Segundo relatos encaminhados à Itatiaia, médicos que prestam serviços nas Unidades Básicas de Saúde (UBS), no Hospital Municipal Eliane Martins (HMEM) e na Unidade de Pronto Atendimento (UPA) de Ipatinga estão com salários atrasados há cerca de quatro meses.
A situação, conforme os profissionais, também ocorreu no ano passado. À época, os médicos informaram que a empresa responsável pelos contratos, a Livimed, alegava que o município ainda não havia feito o repasse dos valores. De acordo com os trabalhadores, os pagamentos deveriam ser efetuados até o dia 30 do mês seguinte à emissão da nota fiscal.
A Itatiaia procurou o Sindicato dos Médicos do Vale do Aço (Simevaço). O presidente da entidade, Carlos Henrique, confirmou que recebeu denúncias sobre os atrasos. Segundo ele, informações não oficiais indicam que a prefeitura estaria há quatro meses sem pagar médicos contratados como pessoa jurídica (PJ). “Mesmo diante do cenário, os profissionais continuam atuando normalmente no atendimento à população, apesar da ausência de remuneração”, afirmou o médico representante da categoria.

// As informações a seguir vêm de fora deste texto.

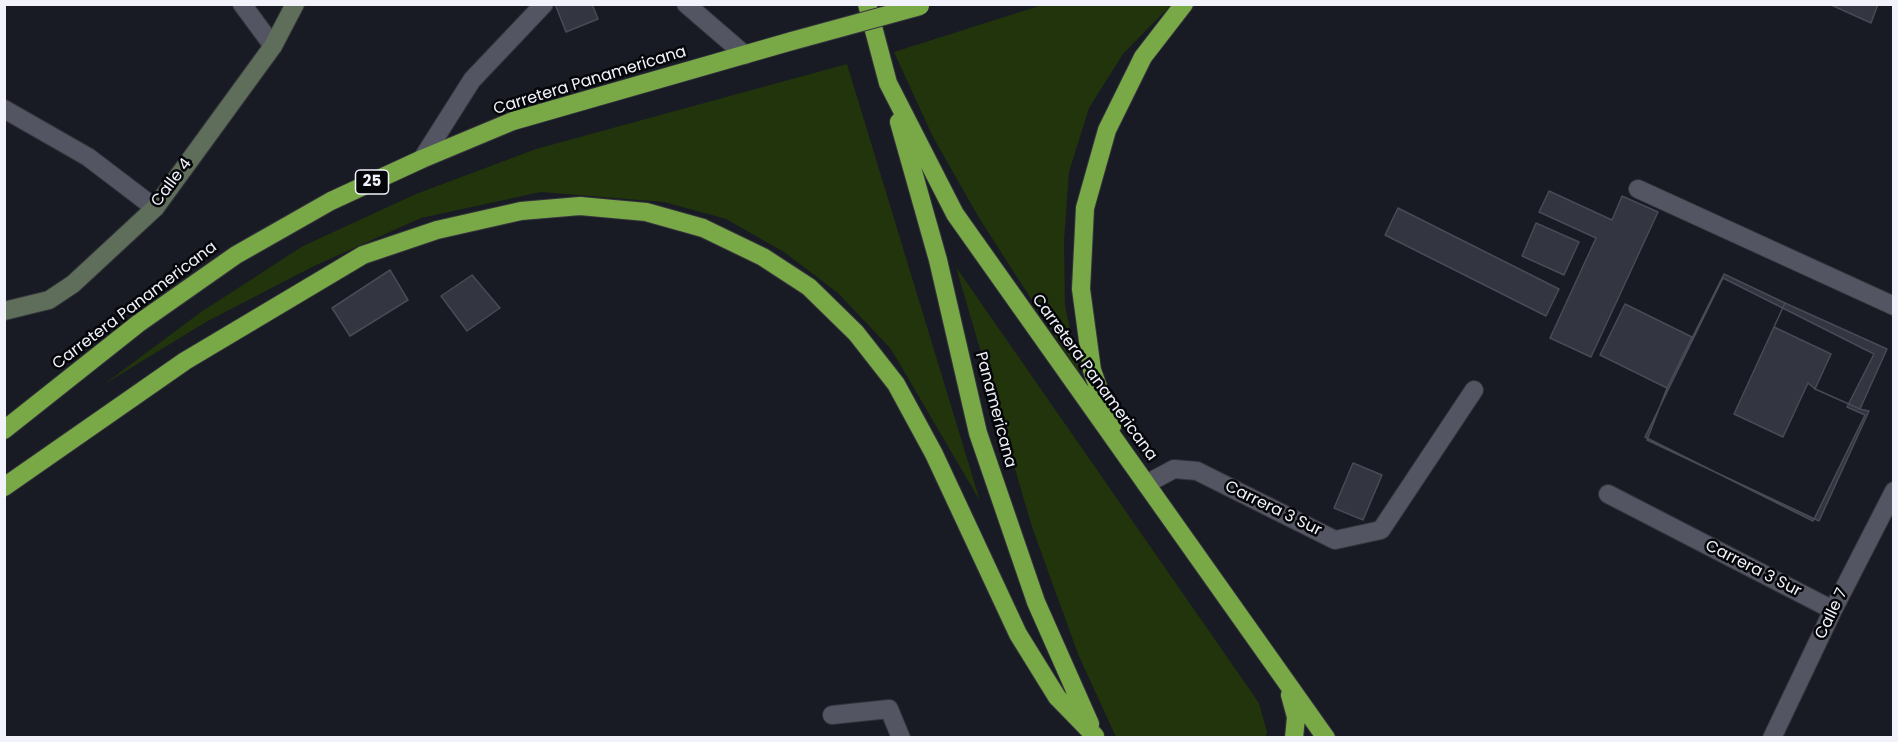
<!DOCTYPE html>
<style>
body{margin:0}
#map{position:relative;width:1898px;height:742px;overflow:hidden;background:#181a24;font-family:Poppins,sans-serif}
canvas{display:block}
.frame{position:absolute;inset:0;border:6px solid #f1f2fa;pointer-events:none}
</style>
<div id="map">
<canvas width="1898" height="742"></canvas>
<div class="frame"></div>
</div>
<script>
const ctx = document.querySelector('canvas').getContext('2d');
ctx.lineJoin = 'round';
function fill(path, color) { ctx.fillStyle = color; ctx.fill(path, 'evenodd'); }
const poly = rows => new Path2D(rows.map(r => 'M' + r).join(''));
function stroke(path, color, width, dash) { ctx.strokeStyle = color; ctx.lineWidth = width; ctx.lineCap = dash ? 'butt' : 'round'; ctx.setLineDash(dash || []); ctx.stroke(path); }
function label(font, color, halo, rows, align = 'center') {
  ctx.font = font + ' Poppins,sans-serif'; ctx.lineWidth = 5; ctx.setLineDash([]); ctx.textBaseline = 'middle'; ctx.strokeStyle = halo; ctx.fillStyle = color; for (const [text, x, y, turn = 0] of rows) {
    ctx.save(); ctx.translate(x, y); ctx.rotate((+turn || 0) * Math.PI / 180); ctx.textAlign = isNaN(turn) ? turn : align; if (halo) ctx.strokeText(text, 0, 0); ctx.fillText(text, 0, 0); ctx.restore();
  }
}
const green = poly([
 [1042,5,1171,5,1123,54,1089,108,1069,172,1064,241,1065,306,1080,375,979,218,933,137,894,52],
 [847,64,980,501,891,349,838,293,784,252,726,219,664,202,541,192,421,218,314,266,206,322,103,385,201,312,303,246,416,194,536,149],
 [956,267,1259,703,1267,732,1266,737,1116,737,1078,654,1032,527]
]);
const building = poly([
 [555,4,592,4,598,19,566,32,555,4],
 [1829,4,1878,4,1871,23,1829,4],
 [1549,191,1612,220,1622,196,1658,212,1591,357,1550,338,1596,238,1539,212,1549,191],
 [1398,208,1559,289,1546,316,1385,235,1398,208],
 [1536,223,1579,242,1564,275,1522,256,1536,223],
 [390,270,408,300,350,336,332,308,390,270],
 [1724,274,1785,303,1734,414,1783,437,1808,383,1815,389,1860,409,1869,411,1819,521,1647,440,1667,388,1724,274],
 [472,275,500,308,467,331,441,296,472,275],
 [1723,278,1874,354,1847,407,1865,415,1813,521,1645,437,1723,278],
 [1785,303,1887,349,1860,409,1815,389,1831,354,1774,327,1785,303],
 [1625,304,1692,337,1667,388,1600,355,1625,304],
 [1353,463,1382,475,1363,520,1334,508,1353,463]
]);
const lane = poly([
 [242,4,273,46],
 [686,4,745,55],
 [422,159,472,80,544,4],
 [1146,484,1174,469,1197,471,1335,540,1381,530,1474,390],
 [832,715,889,709,901,738]
]);
const street = poly([
 [4,109,88,157,155,208],
 [1638,189,1894,306],
 [1608,494,1833,610],
 [1772,738,1833,610,1894,491]
]);
const secondary = poly([
 [4,311,49,300,73,284,155,208,273,46,295,4]
]);
const highway = poly([
 [867,4,888,83,955,214,1326,738],
 [899,122,938,260,978,433,1036,602,1090,724],
 [1112,426,1092,370,1081,289,1085,208,1107,130,1143,57,1184,4],
 [4,430,139,323,236,255,331,201,422,159,513,121,792,41],
 [4,487,185,361,363,255,437,230,521,211,580,206,646,212,703,228,763,257,809,287,856,333,896,384,934,454,1018,634,1057,697,1095,736],
 [1290,695,1296,717,1294,738]
]);
const highwayBridge = poly([
 [792,41,920,6]
]);
const shields = [
 [372,182,33]
];
const shieldNames = [
 ["25",372,182]
];
const streetNames = [
 ["Carretera Panamericana",590,81,-17],
 ["Calle 4",172,183,-53],
 ["Carretera Panamericana",135,306,-37],
 ["Carretera Panamericana",1094,378,54],
 ["Panamericana",995,410,75],
 ["Carrera 3 Sur",1273,509,26],
 ["Carrera 3 Sur",1753,569,27],
 ["Calle 7",1832,614,-64]
];
fill(green, '#21340c');
fill(building, '#333540');
stroke(building, '#484a56', 1.5);
stroke(lane, '#34343c', 20);
stroke(street, '#34343c', 20);
stroke(secondary, '#34343c', 20);
stroke(highway, '#34343c', 20);
stroke(lane, '#535562', 18);
stroke(street, '#535562', 18);
stroke(secondary, '#5e6e5a', 18);
stroke(highway, '#79a947', 18);
stroke(highwayBridge, '#34343c', 20, []);
stroke(highwayBridge, '#79a947', 18);
for (const [x, y, w] of shields) { const box = new Path2D(); box.roundRect(x - w / 2, y - 12, w, 24, 4.5); ctx.fillStyle = '#050609'; ctx.fill(box); stroke(box, '#f1f2fa', 1.5); }
label('bold 15px', '#f1f2fa', null, shieldNames);
label('16px', '#f1f2fa', '#050609', streetNames);
</script>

Outro ponto levantado pela categoria é a realização de concurso público para médicos. De acordo com os relatos, houve publicação de edital e aprovação de candidatos, mas até o momento não teriam ocorrido convocações. Os profissionais afirmam que estariam sendo preteridos por contratações via processos seletivos para pessoa jurídica — modalidade que, segundo eles, também enfrenta atrasos nos pagamentos.
Prefeitura nega irregularidades nos repasses
Em nota, a Secretaria Municipal de Saúde informou que os serviços médicos mencionados são contratualizados por meio de consórcio, cabendo a este a gestão administrativa e financeira dos repasses aos profissionais vinculados.
A administração municipal esclareceu ainda que os pagamentos foram realizados na última semana. Destacou também que médicos contratados na modalidade PJ não possuem vínculo empregatício com o município, tratando-se de prestação de serviços por horas médicas intermediadas pelo consórcio.
Segundo o governo, medidas administrativas seguem sendo adotadas para garantir a regularidade dos repasses e a estabilidade da assistência à população. A Itatiaia segue acompanhando o caso.